### Raw data:
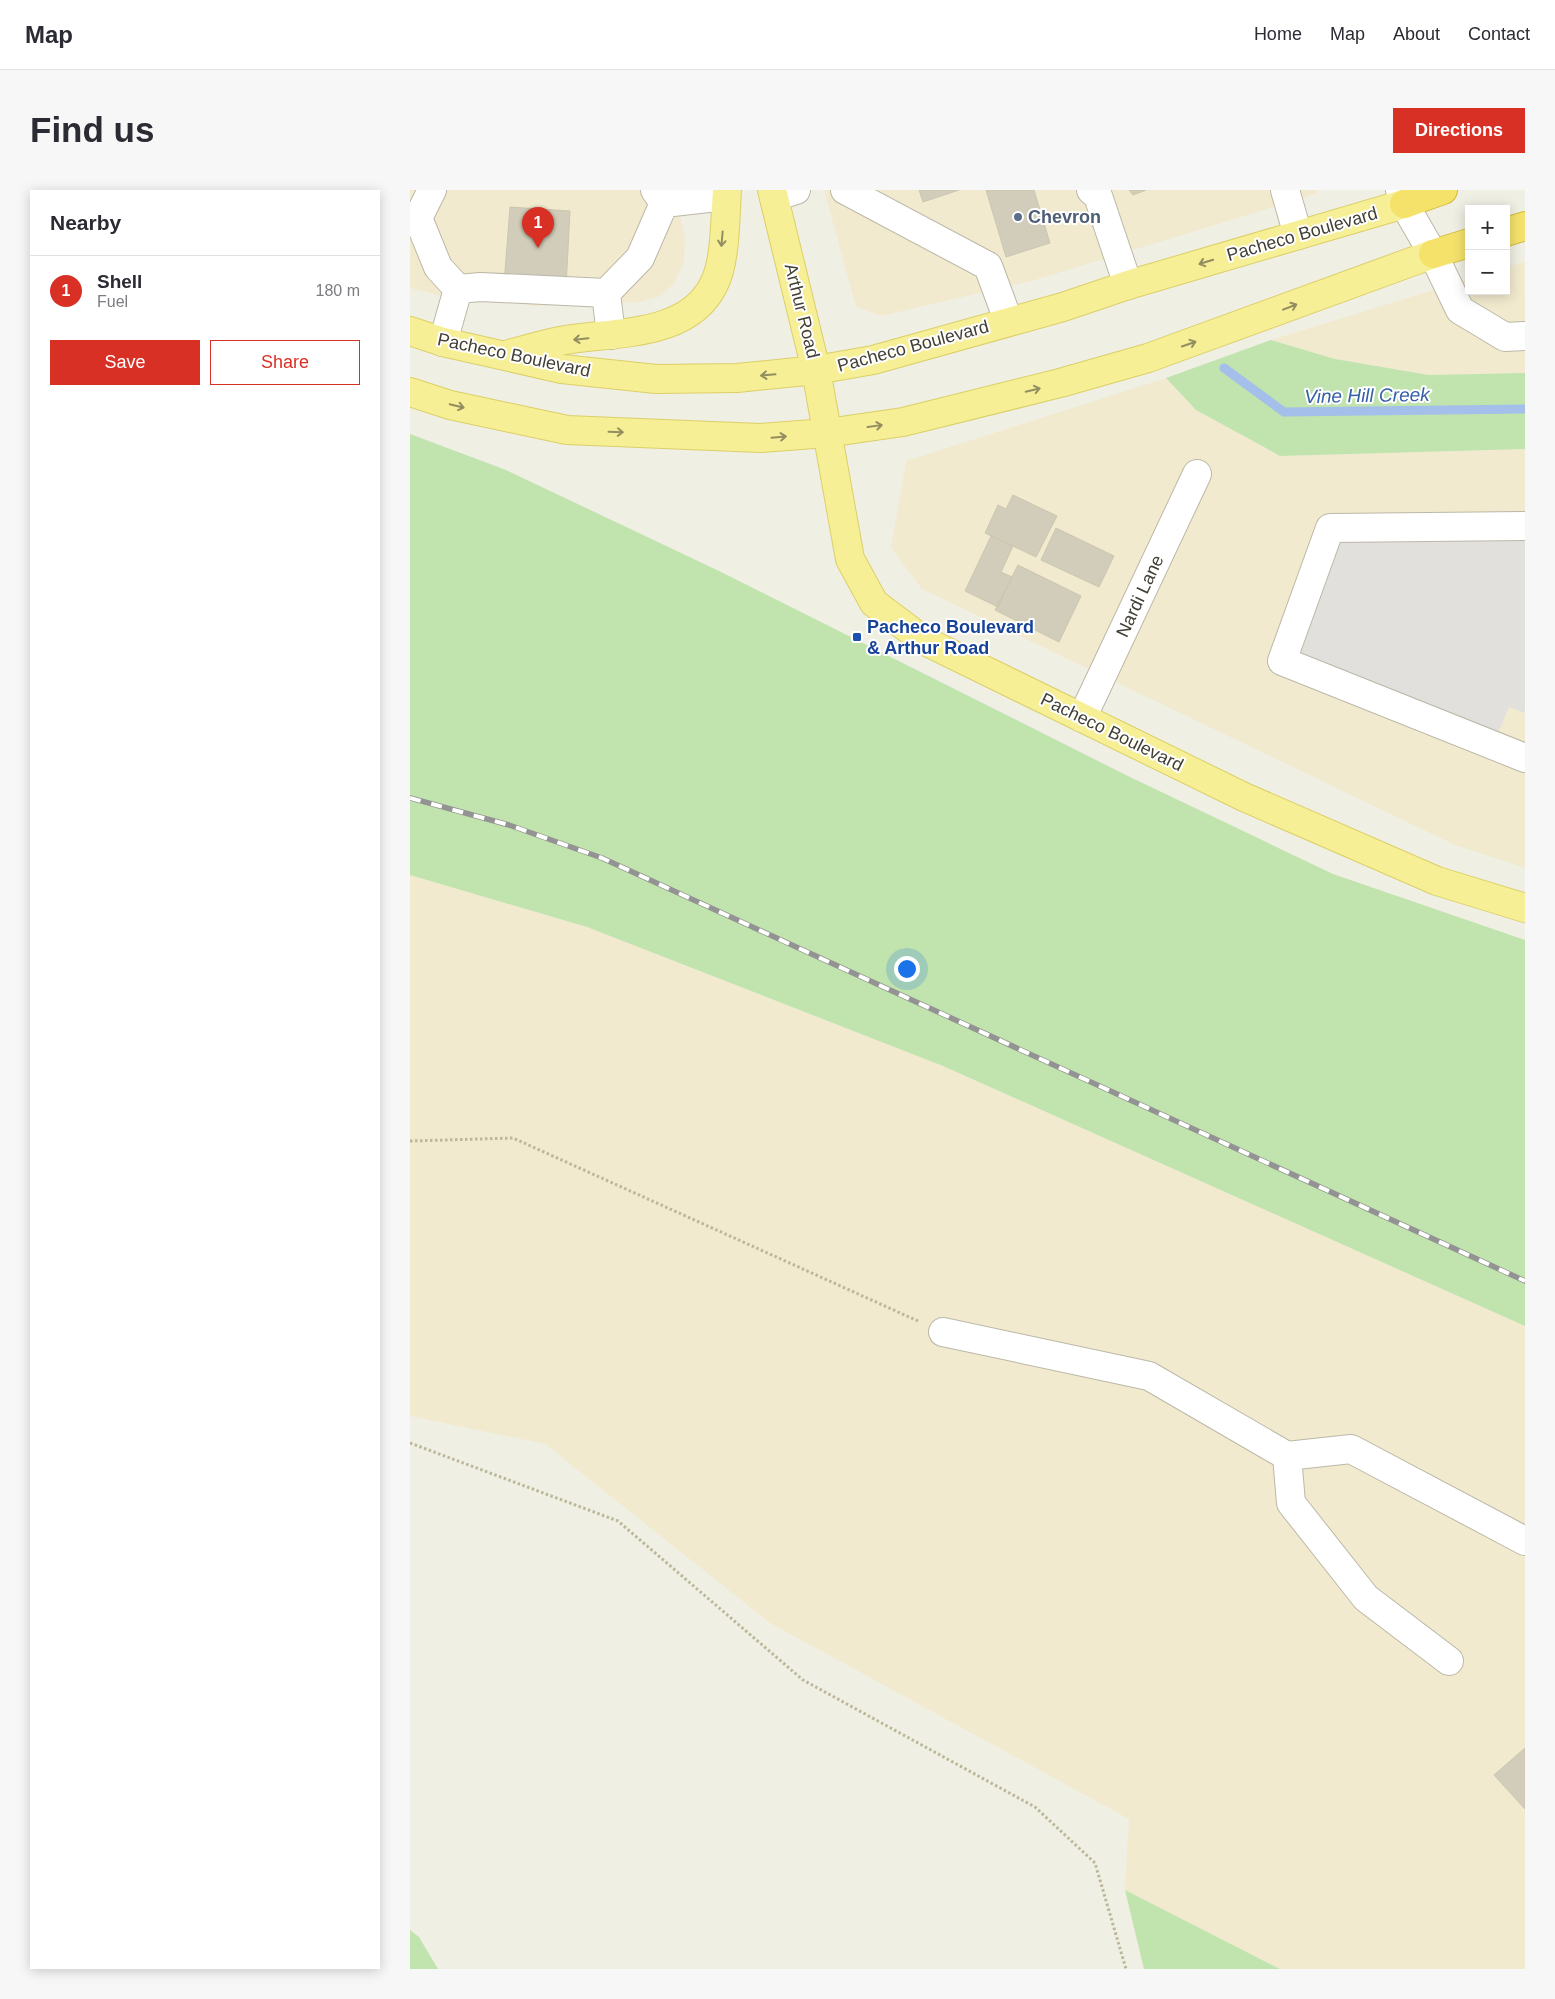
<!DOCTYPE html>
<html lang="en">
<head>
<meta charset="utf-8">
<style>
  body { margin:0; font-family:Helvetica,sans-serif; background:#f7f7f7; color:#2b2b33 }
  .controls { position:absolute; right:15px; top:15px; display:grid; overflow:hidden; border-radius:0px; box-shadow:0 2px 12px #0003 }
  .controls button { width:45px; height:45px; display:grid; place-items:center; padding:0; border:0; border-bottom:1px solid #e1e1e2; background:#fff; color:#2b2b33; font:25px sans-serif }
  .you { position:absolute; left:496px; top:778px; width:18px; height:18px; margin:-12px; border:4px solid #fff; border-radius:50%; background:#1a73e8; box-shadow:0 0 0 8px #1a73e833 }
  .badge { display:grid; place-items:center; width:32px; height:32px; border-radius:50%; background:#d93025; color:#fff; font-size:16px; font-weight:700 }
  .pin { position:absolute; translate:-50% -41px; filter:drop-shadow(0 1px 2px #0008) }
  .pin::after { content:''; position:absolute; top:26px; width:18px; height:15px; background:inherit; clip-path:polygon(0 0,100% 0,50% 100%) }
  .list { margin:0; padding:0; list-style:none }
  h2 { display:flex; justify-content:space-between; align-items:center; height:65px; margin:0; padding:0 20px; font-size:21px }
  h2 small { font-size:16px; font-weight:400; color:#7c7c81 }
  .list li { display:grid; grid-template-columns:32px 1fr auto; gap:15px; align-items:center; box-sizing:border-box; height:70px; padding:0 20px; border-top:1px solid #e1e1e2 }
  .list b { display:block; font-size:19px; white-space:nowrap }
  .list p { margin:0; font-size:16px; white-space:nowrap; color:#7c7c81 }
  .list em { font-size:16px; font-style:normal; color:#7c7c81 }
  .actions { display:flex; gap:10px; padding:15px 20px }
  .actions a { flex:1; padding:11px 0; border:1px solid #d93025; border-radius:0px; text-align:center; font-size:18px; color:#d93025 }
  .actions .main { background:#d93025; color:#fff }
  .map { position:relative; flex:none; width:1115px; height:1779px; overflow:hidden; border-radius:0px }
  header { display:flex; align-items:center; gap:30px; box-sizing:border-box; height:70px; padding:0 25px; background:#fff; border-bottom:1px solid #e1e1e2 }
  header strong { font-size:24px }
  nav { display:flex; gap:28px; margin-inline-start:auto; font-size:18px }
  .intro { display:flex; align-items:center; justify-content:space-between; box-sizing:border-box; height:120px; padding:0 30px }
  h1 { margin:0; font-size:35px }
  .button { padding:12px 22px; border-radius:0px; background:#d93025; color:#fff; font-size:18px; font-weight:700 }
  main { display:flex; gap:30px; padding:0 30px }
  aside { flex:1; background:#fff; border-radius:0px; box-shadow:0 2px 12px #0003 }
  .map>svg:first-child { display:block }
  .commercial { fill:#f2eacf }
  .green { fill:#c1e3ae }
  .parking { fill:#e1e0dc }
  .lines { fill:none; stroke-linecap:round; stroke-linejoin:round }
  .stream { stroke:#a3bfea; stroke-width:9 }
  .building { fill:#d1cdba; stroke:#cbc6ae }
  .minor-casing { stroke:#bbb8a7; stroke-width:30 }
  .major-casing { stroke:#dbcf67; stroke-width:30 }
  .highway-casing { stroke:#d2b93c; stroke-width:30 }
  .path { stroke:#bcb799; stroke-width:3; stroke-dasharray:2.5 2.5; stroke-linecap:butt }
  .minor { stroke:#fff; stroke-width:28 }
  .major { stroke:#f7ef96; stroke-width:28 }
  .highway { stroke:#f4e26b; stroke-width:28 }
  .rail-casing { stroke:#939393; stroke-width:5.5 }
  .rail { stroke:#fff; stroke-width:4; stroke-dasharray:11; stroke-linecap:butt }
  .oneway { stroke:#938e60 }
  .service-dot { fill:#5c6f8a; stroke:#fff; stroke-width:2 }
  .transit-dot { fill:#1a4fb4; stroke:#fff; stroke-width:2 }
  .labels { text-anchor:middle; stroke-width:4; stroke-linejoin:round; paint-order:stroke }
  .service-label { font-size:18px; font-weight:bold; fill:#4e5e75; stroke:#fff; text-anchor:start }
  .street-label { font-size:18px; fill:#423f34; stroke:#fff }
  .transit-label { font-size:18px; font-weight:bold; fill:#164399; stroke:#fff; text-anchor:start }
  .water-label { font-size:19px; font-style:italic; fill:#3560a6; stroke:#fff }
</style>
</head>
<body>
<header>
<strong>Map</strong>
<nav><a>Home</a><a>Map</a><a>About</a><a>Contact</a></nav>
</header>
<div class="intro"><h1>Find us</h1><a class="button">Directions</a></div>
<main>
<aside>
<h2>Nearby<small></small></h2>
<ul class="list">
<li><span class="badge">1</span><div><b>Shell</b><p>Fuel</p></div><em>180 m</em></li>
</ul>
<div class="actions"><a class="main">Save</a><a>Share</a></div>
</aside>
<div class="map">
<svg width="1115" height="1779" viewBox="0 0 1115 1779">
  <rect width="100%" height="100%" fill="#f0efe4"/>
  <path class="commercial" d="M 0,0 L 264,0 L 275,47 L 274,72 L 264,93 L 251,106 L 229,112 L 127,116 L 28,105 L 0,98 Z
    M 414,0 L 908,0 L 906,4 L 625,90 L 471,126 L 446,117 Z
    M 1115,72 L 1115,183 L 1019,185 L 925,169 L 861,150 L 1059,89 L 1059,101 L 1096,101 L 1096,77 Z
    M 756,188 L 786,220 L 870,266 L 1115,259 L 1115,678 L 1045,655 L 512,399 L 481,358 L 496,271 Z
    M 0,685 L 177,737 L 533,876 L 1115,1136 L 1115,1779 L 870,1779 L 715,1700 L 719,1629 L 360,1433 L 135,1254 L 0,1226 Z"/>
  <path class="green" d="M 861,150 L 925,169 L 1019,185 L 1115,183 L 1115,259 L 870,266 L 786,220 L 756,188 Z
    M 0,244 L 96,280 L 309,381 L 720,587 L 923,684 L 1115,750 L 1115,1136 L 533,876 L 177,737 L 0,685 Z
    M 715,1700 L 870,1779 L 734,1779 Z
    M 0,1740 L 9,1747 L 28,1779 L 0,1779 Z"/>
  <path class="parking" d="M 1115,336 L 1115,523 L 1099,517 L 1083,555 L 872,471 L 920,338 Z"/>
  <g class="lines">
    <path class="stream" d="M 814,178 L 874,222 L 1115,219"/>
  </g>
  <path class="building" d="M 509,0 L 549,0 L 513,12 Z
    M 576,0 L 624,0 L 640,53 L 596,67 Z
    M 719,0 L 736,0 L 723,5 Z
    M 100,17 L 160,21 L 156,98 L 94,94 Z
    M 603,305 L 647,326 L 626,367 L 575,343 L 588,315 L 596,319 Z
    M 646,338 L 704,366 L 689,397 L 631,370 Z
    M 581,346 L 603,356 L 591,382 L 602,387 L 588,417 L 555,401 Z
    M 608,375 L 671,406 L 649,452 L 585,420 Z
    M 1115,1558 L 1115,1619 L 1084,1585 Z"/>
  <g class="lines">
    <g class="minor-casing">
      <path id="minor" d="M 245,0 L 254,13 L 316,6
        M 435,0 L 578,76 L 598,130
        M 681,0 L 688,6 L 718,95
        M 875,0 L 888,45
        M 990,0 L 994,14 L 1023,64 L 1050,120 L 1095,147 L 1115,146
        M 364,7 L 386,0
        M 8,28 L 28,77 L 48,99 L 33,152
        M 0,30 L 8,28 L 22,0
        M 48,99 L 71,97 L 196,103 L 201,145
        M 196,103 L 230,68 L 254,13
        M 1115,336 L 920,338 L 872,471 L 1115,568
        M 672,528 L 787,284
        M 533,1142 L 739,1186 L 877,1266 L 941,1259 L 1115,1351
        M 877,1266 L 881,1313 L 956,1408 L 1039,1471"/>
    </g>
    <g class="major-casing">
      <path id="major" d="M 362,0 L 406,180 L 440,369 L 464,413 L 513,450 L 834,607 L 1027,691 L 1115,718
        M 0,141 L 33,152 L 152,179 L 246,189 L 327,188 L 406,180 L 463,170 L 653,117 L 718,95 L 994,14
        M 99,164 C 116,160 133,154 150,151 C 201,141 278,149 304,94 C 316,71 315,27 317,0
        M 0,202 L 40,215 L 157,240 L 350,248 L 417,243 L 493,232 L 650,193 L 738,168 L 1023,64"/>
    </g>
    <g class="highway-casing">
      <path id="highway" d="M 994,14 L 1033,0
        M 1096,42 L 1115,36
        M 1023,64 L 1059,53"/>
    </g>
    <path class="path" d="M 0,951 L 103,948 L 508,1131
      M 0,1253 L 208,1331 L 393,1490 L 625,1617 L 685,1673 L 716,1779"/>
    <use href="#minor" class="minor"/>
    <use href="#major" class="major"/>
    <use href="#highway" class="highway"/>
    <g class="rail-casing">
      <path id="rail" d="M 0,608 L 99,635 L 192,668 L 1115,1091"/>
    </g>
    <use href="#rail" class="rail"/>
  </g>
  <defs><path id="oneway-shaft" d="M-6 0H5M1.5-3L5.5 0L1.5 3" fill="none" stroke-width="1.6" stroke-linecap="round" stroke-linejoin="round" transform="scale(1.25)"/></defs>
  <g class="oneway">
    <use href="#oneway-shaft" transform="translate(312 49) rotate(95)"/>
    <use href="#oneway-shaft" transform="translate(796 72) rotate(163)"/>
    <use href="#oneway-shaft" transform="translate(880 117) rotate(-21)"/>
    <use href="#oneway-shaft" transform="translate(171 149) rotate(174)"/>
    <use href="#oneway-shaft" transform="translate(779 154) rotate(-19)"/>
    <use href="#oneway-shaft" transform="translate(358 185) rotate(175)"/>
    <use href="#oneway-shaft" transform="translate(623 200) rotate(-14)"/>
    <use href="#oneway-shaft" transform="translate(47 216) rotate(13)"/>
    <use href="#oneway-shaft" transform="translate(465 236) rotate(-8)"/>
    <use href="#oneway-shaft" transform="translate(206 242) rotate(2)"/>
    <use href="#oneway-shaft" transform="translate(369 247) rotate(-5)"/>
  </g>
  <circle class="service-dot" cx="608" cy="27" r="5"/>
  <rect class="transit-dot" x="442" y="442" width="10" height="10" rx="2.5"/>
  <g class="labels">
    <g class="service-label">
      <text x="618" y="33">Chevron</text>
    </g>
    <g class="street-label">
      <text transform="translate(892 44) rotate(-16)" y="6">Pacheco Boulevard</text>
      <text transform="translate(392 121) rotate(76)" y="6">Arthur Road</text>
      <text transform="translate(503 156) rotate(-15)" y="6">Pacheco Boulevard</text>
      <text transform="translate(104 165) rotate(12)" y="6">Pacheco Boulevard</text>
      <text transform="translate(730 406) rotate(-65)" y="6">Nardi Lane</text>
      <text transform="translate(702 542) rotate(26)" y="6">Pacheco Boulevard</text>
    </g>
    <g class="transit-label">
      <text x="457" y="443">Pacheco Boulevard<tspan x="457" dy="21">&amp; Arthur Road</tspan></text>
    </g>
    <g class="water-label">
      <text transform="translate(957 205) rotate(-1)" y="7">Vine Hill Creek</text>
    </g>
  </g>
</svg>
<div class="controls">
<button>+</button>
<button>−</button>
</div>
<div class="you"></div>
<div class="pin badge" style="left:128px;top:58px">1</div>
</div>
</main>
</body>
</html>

### What the task asks:
Everything from the first line of the entries through the line containing "margin:0; font-family:Helvetica,sans-serif; background:#f7f7f7;" is to be transcribed exactly; the pictures are not.

### Answer box:
<!DOCTYPE html>
<html lang="en">
<head>
<meta charset="utf-8">
<style>
  body { margin:0; font-family:Helvetica,sans-serif; background:#f7f7f7; color:#2b2b33 }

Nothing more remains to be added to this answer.